In the event of a security breach, a software inventory is essential to determine what was breached, and who needs to be notified. First responders require a software inventory to perform forensic analysis and determine breach notification requirements for vendors, business partners, and regulatory bodies. Organizations that have a clear understanding of software in their environment can quickly assess a breach impact and identify affected areas. If legal proceedings are involved, an organized software inventory greatly assists in limiting data handed over to Law Enforcement and assists technical staff in depositions or testimony.
Business Continuity and Disaster Recovery plans specify requirements for restoration of critical assets and services, but these need to be identified to establish a Recovery Time Objective (the amount of time to recover a service to an acceptable level of operation) and Recovery Point Objective (the last point of known good data.) Developing and maintaining a software inventory is a critical first step in implementing an effective cyber security program.
A software inventory helps demonstrate compliance with regulatory controls and Service Level Agreements (SLA) for software used in the environment. From the perspective of “less is more,” a software inventory also identifies unnecessary software running in the environment, which increases the attack surface without providing a business advantage.
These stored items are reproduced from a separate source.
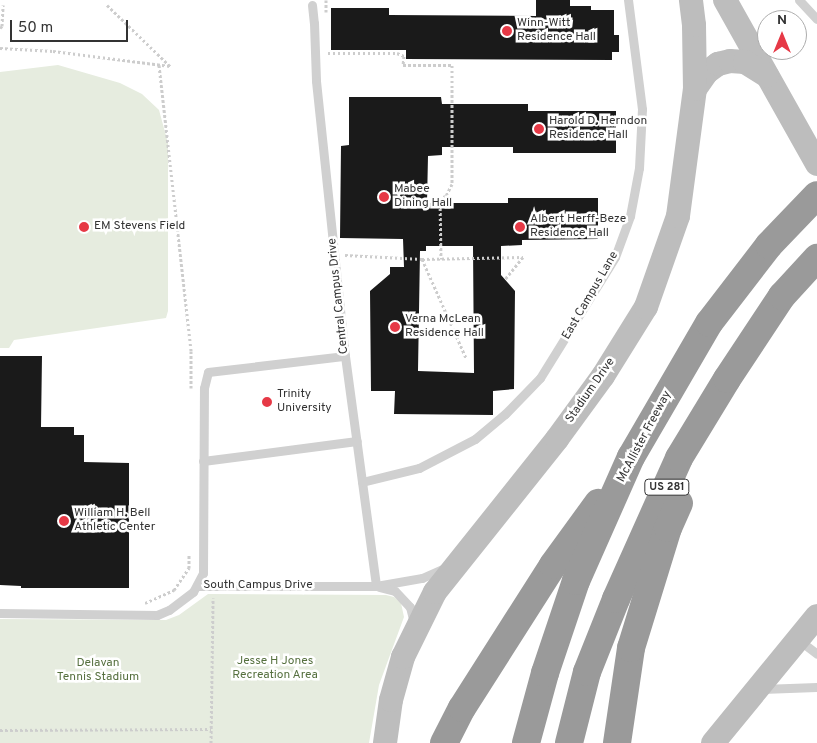 <!DOCTYPE html>
<html>
<head>
<meta charset="utf-8">
<style>
  body { margin:0 }
  #map { position:relative; width:817px; height:743px; overflow:hidden; background:#fff; font-family:Overpass,sans-serif }
  div>[style] { position:absolute }
  [style*='--x'] { left:calc(var(--x)*1px); top:calc(var(--y)*1px); width:calc(var(--w)*1px); rotate:calc(var(--a)*1deg) }
  .green>* { inset:0; background:#e6ecdf }
  .building>* { inset:0; background:#1a1a1a }
  .path>* { height:3px; margin-top:-1.5px; transform-origin:0; background:repeating-linear-gradient(90deg,#cdcdcd 0 2.5px,transparent 0 5px) }
  .lane>* { height:9px; margin:-4.5px; padding:0 4.5px; transform-origin:4.5px; border-radius:4.5px; background:#d0d0d0 }
  .secondary>* { height:24px; margin:-12px; padding:0 12px; transform-origin:12px; border-radius:12px; background:#bdbdbd }
  .highway>* { height:28px; margin:-14px; padding:0 14px; transform-origin:14px; border-radius:14px; background:#9a9a9a }
  .dots>* { width:14px; height:14px; translate:-50% -50%; box-sizing:border-box; border:2px solid #fff; border-radius:50% }
  span { translate:-50% -50%; white-space:nowrap; text-align:center; line-height:1.15; -webkit-text-stroke:5px #fff; paint-order:stroke }
  .shield-label span { padding:1px 4px; background:#fff; border:1px solid; border-radius:4px; -webkit-text-stroke-width:0 }
  .shield-label { font-size:11px; color:#333; font-weight:700 }
  .poi-label { font-size:12px; color:#333 }
  .left { translate:0 -50%; text-align:left }
  .street-label { font-size:12px; color:#333 }
  .park-label { font-size:12px; color:#56703f }
  .north { position:absolute; left:757px; top:10px; width:50px; height:50px; box-sizing:border-box; background:#fff; border:1px solid #adadad; border-radius:50%; rotate:0deg; font-size:14px; font-weight:700; line-height:20px; text-align:center; color:#333 }
  .north::after { content:''; display:block; margin:auto; width:18px; height:22px; background:#e63946; clip-path:polygon(50% 0,100% 100%,50% 72%,0 100%) }
  .scale { position:absolute; left:10px; top:20px; width:118px; height:22px; box-sizing:border-box; border:2px solid #333; border-top:0; padding-left:6px; font-size:15px; line-height:18px; white-space:nowrap; color:#333; -webkit-text-stroke:4px #fff; paint-order:stroke }
</style>
</head>
<body>
<div id="map">
  <div class="green">
    <div style="clip-path:polygon(58px 65px,120px 83px,142px 94px,159px 110px,168px 143px,168px 311px,166px 318px,14px 340px,9px 348px,0 348px,0 72px)"></div>
    <div style="clip-path:polygon(208px 594px,386px 595px,394px 597px,401px 603px,404px 617px,379px 685px,369px 743px,0 743px,0 619px,166px 620px,179px 615px)"></div>
  </div>
  <div class="building">
    <div style="clip-path:polygon(536px 0,570px 0,570px 6px,591px 6px,591px 10px,614px 10px,614px 35px,619px 35px,619px 52px,612px 52px,612px 60px,406px 59px,406px 50px,331px 50px,331px 8px,389px 8px,389px 15px,536px 16px)"></div>
    <div style="clip-path:polygon(evenodd,349px 97px,441px 97px,442px 104px,528px 104px,528px 111px,616px 111px,616px 153px,513px 153px,513px 147px,442px 147px,442px 155px,428px 156px,427px 203px,508px 203px,508px 198px,598px 198px,598px 239px,522px 240px,522px 245px,501px 246px,501px 275px,515px 291px,514px 389px,493px 391px,493px 415px,394px 414px,395px 391px,371px 391px,370px 291px,390px 274px,390px 267px,404px 267px,403px 239px,340px 238px,341px 146px,349px 145px,349px 97px,426px 246px,473px 246px,474px 373px,418px 371px,420px 251px,426px 251px,426px 246px)"></div>
    <div style="clip-path:polygon(0 356px,42px 356px,41px 427px,74px 427px,74px 435px,84px 435px,84px 462px,129px 463px,129px 588px,21px 588px,21px 586px,0 585px)"></div>
  </div>
  <div class="path">
    <div style="--x:326;--y:0;--w:12;--a:90"></div>
    <div style="--x:107;--y:5;--w:88;--a:44.1"></div>
    <div style="--x:0;--y:28;--w:3;--a:-45"></div>
    <div style="--x:2;--y:26;--w:21;--a:-87"></div>
    <div style="--x:0;--y:48;--w:53;--a:3.2"></div>
    <div style="--x:53;--y:51;--w:118;--a:7.3"></div>
    <div style="--x:328;--y:53;--w:69;--a:0"></div>
    <div style="--x:397;--y:53;--w:8;--a:23"></div>
    <div style="--x:404;--y:56;--w:9;--a:96"></div>
    <div style="--x:403;--y:65;--w:49;--a:0"></div>
    <div style="--x:452;--y:65;--w:119;--a:90"></div>
    <div style="--x:452;--y:184;--w:13;--a:117"></div>
    <div style="--x:446;--y:196;--w:6;--a:162"></div>
    <div style="--x:440;--y:198;--w:61;--a:89.1"></div>
    <div style="--x:159;--y:65;--w:288;--a:83.6"></div>
    <div style="--x:191;--y:351;--w:37;--a:90"></div>
    <div style="--x:345;--y:255;--w:77;--a:3"></div>
    <div style="--x:422;--y:259;--w:108;--a:66"></div>
    <div style="--x:422;--y:259;--w:101;--a:-1.1"></div>
    <div style="--x:523;--y:257;--w:28;--a:129"></div>
    <div style="--x:145;--y:603;--w:32;--a:-24"></div>
    <div style="--x:174;--y:590;--w:27;--a:-56"></div>
    <div style="--x:189;--y:568;--w:13;--a:-90"></div>
    <div style="--x:0;--y:730;--w:211;--a:-0.3"></div>
    <div style="--x:211;--y:743;--w:145;--a:-89.2"></div>
  </div>
  <div class="lane">
    <div style="--x:799;--y:0;--w:26;--a:47"></div>
    <div style="--x:312;--y:5;--w:18;--a:84"></div>
    <div style="--x:314;--y:23;--w:58;--a:88"></div>
    <div style="--x:316;--y:81;--w:277;--a:84"></div>
    <div style="--x:345;--y:356;--w:232;--a:82.3"></div>
    <div style="--x:203;--y:461;--w:155;--a:-7.4"></div>
    <div style="--x:362;--y:482;--w:59;--a:-13.8"></div>
    <div style="--x:419;--y:468;--w:63;--a:-27.4"></div>
    <div style="--x:475;--y:439;--w:39;--a:-40"></div>
    <div style="--x:505;--y:414;--w:50;--a:-45.8"></div>
    <div style="--x:540;--y:378;--w:142;--a:-58.2"></div>
    <div style="--x:615;--y:257;--w:44;--a:-69.9"></div>
    <div style="--x:630;--y:216;--w:49;--a:-79.4"></div>
    <div style="--x:639;--y:168;--w:59;--a:-87.1"></div>
    <div style="--x:642;--y:109;--w:110;--a:-97.3"></div>
    <div style="--x:198;--y:586;--w:178;--a:0"></div>
    <div style="--x:376;--y:586;--w:47;--a:-9.9"></div>
    <div style="--x:422;--y:578;--w:24;--a:-24"></div>
    <div style="--x:379;--y:587;--w:16;--a:14"></div>
    <div style="--x:395;--y:591;--w:22;--a:47"></div>
    <div style="--x:410;--y:607;--w:16;--a:76"></div>
    <div style="--x:0;--y:613;--w:157;--a:0.7"></div>
    <div style="--x:157;--y:615;--w:13;--a:-23"></div>
    <div style="--x:169;--y:610;--w:30;--a:-37"></div>
    <div style="--x:193;--y:592;--w:21;--a:-62"></div>
    <div style="--x:203;--y:573;--w:185;--a:-89.7"></div>
    <div style="--x:204;--y:388;--w:16;--a:-76"></div>
    <div style="--x:208;--y:372;--w:138;--a:-6.7"></div>
    <div style="--x:800;--y:641;--w:21;--a:37"></div>
    <div style="--x:762;--y:689;--w:55;--a:-2.1"></div>
  </div>
  <div class="secondary">
    <div style="--x:725;--y:0;--w:188;--a:60.7"></div>
    <div style="--x:695;--y:89;--w:21;--a:-55"></div>
    <div style="--x:707;--y:72;--w:14;--a:-36"></div>
    <div style="--x:718;--y:64;--w:12;--a:-14"></div>
    <div style="--x:730;--y:61;--w:15;--a:4"></div>
    <div style="--x:745;--y:62;--w:26;--a:32"></div>
    <div style="--x:385;--y:743;--w:43;--a:-82.1"></div>
    <div style="--x:391;--y:700;--w:45;--a:-74.4"></div>
    <div style="--x:403;--y:657;--w:72;--a:-63.8"></div>
    <div style="--x:435;--y:592;--w:196;--a:-51.4"></div>
    <div style="--x:557;--y:439;--w:78;--a:-53.9"></div>
    <div style="--x:603;--y:376;--w:81;--a:-58.1"></div>
    <div style="--x:646;--y:307;--w:96;--a:-70.6"></div>
    <div style="--x:678;--y:216;--w:128;--a:-82.4"></div>
    <div style="--x:695;--y:89;--w:64;--a:-90.9"></div>
    <div style="--x:694;--y:25;--w:25;--a:-97"></div>
    <div style="--x:713;--y:743;--w:164;--a:-50.7"></div>
  </div>
  <div class="highway">
    <div style="--x:444;--y:743;--w:39;--a:-63"></div>
    <div style="--x:462;--y:708;--w:169;--a:-57.5"></div>
    <div style="--x:553;--y:565;--w:77;--a:-54"></div>
    <div style="--x:526;--y:743;--w:73;--a:-74.8"></div>
    <div style="--x:545;--y:673;--w:97;--a:-71.4"></div>
    <div style="--x:576;--y:581;--w:136;--a:-66.1"></div>
    <div style="--x:631;--y:457;--w:155;--a:-59.8"></div>
    <div style="--x:709;--y:323;--w:98;--a:-52.4"></div>
    <div style="--x:769;--y:245;--w:69;--a:-46.2"></div>
    <div style="--x:569;--y:743;--w:73;--a:-75.8"></div>
    <div style="--x:587;--y:672;--w:79;--a:-68.3"></div>
    <div style="--x:616;--y:599;--w:154;--a:-65.9"></div>
    <div style="--x:679;--y:458;--w:92;--a:-58.7"></div>
    <div style="--x:727;--y:379;--w:100;--a:-56.5"></div>
    <div style="--x:782;--y:296;--w:52;--a:-47.4"></div>
    <div style="--x:617;--y:743;--w:96;--a:-81.6"></div>
    <div style="--x:631;--y:648;--w:126;--a:-72.9"></div>
    <div style="--x:668;--y:528;--w:27;--a:-66"></div>
  </div>
  <div class="dots">
    <div style="left:507px;top:31px;background:#e63946"></div>
    <div style="left:539px;top:129px;background:#e63946"></div>
    <div style="left:384px;top:197px;background:#e63946"></div>
    <div style="left:84px;top:227px;background:#e63946"></div>
    <div style="left:520px;top:227px;background:#e63946"></div>
    <div style="left:395px;top:327px;background:#e63946"></div>
    <div style="left:267px;top:402px;background:#e63946"></div>
    <div style="left:64px;top:521px;background:#e63946"></div>
  </div>
  <div class="shield-label">
    <span style="left:667px;top:487px">US 281</span>
  </div>
  <div class="poi-label">
    <span class="left" style="left:517px;top:31px">Winn-Witt<br>Residence Hall</span>
    <span class="left" style="left:549px;top:129px">Harold D. Herndon<br>Residence Hall</span>
    <span class="left" style="left:394px;top:197px">Mabee<br>Dining Hall</span>
    <span class="left" style="left:530px;top:227px">Albert Herff-Beze<br>Residence Hall</span>
    <span class="left" style="left:94px;top:227px">EM Stevens Field</span>
    <span class="left" style="left:405px;top:327px">Verna McLean<br>Residence Hall</span>
    <span class="left" style="left:277px;top:402px">Trinity<br>University</span>
    <span class="left" style="left:74px;top:521px">William H. Bell<br>Athletic Center</span>
  </div>
  <div class="street-label">
    <span style="left:339px;top:296px;rotate:-96deg">Central Campus Drive</span>
    <span style="left:591px;top:296px;rotate:-60deg">East Campus Lane</span>
    <span style="left:591px;top:391px;rotate:-55deg">Stadium Drive</span>
    <span style="left:645px;top:437px;rotate:-62deg">McAllister Freeway</span>
    <span style="left:258px;top:586px">South Campus Drive</span>
  </div>
  <div class="park-label">
    <span style="left:275px;top:669px">Jesse H Jones<br>Recreation Area</span>
    <span style="left:98px;top:671px">Delavan<br>Tennis Stadium</span>
  </div>
  <div class="north">N</div>
  <div class="scale">50 m</div>
</div>
</body>
</html>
Security operations perform scans to identify operating system and application versions, including unsupported software and unpatched systems. This information is used to establish a secure baseline and measure drift from that baseline. A software inventory is necessary to determine if the software is authorized, appropriately licensed, supported, and has the most recent security fixes applied.
Identifying the authorized software assets is an important step to ensure critical assets are protected. The larger the organization, the more difficult the inventory process becomes. Tenable.io and Tenable.sc help organizations build a software inventory. There are several software discovery plugins that run by default in the following scan templates:
- Basic and Advanced Agent Scans
- Advanced (Network) Scan
- Basic (Network) Scan
- Credentialed Patch Audit
- Internal PCI Network Scan
- Collect Inventory Agent Scan (see below)
Inventory Agent Scanning in Tenable.io is part of the Frictionless Agent. This new scanning capability leverages Tenable’s frictionless assessment capabilities to provide more efficient vulnerability detection, minimizing the Nessus Agent load and installed footprint on the endpoint. Leveraging this new scan policy ensures the agent only runs an inventory collection plugin locally and sends results to Tenable.io for processing in the Frictionless Assessment pipeline. Scan results are presented in the same format as traditional scans. While there is a coverage differential compared to using a traditional agent, the Inventory Agent provides a great option for host-based scanning on hosts with limited resources.
Inventory Agent Scanning is supported on the following platforms:
- Tenable.io Agent scans
- Tenable.sc imports of Tenable.io cloud agent scans
Maintaining a software inventory aids in cyber hygiene and minimizes unauthorized software installation. Many organizations perform an annual audit by an external third party, where they are required to enumerate authorized software that is running in the environment. Organizations that maintain a current software inventory throughout the year can produce information required by auditors and vendors with minimal effort.
The dashboard and its components are available in the Tenable.sc Feed, a comprehensive collection of dashboards, reports, assurance report cards and assets. The dashboard can be easily located in the Tenable.sc Feed under the category Discovery and Detection .
The dashboard requirements are:
- Tenable.sc 5.19.1
- Nessus 10.0.1
Security leaders need to SEE everything, PREDICT what matters most and ACT to address cyber risk and effectively align cybersecurity initiatives with business objectives. Tenable.io discovers and analyzes assets continuously to provide an accurate and unified view of an organization’s security posture.
Software Inventory - Active Processes and Startup Programs: This table provides an overview of startup programs, and active processes on internal hosts on the network.
Unsupported Product Summary - Operating Systems: This indicator matrix reports on operating systems that are no longer supported.
Software Summary - Top Installed Software: This table displays a list of the software currently discovered on the network.
Configuration Management - Detected Software: This matrix presents indicators for operating systems, browsers, unsupported, and other software installations on systems within a network.
Unsupported Product Summary - Applications: The table displays unsupported applications by name and sorted by severity. Displayed is the plugin ID, application name, plugin family, severity, and the total host count found
Network Services Summary - Service Detection Summary: This component presents a list of services detected on internal network hosts. Services presented within this table can include network protocols, databases, servers, or remote desktop services.
CIS - Installed Software: This matrix component uses software enumeration plugins to aid the administrators in reviewing software detected on systems.
Unsupported Product Summary - Applications by Type and Percentage: This matrix displays the percentage of unsupported applications and operating systems based on plugin family, such as database servers, web servers, Windows, or other operating systems.
CSC - Inventory of Authorized and Unauthorized Software: This component shows the count of applications that either require patches or are unsupported by the vendor.
InfoSec Team - Roadblocks Currently Gating Remediation: This matrix displays known/identified roadblocks to completing remediation efforts. Items include: Windows Hosts missing rollups, unsupported/missing Service Packs, hosts requiring a reboot to apply patches, and hosts where registry key changes are required.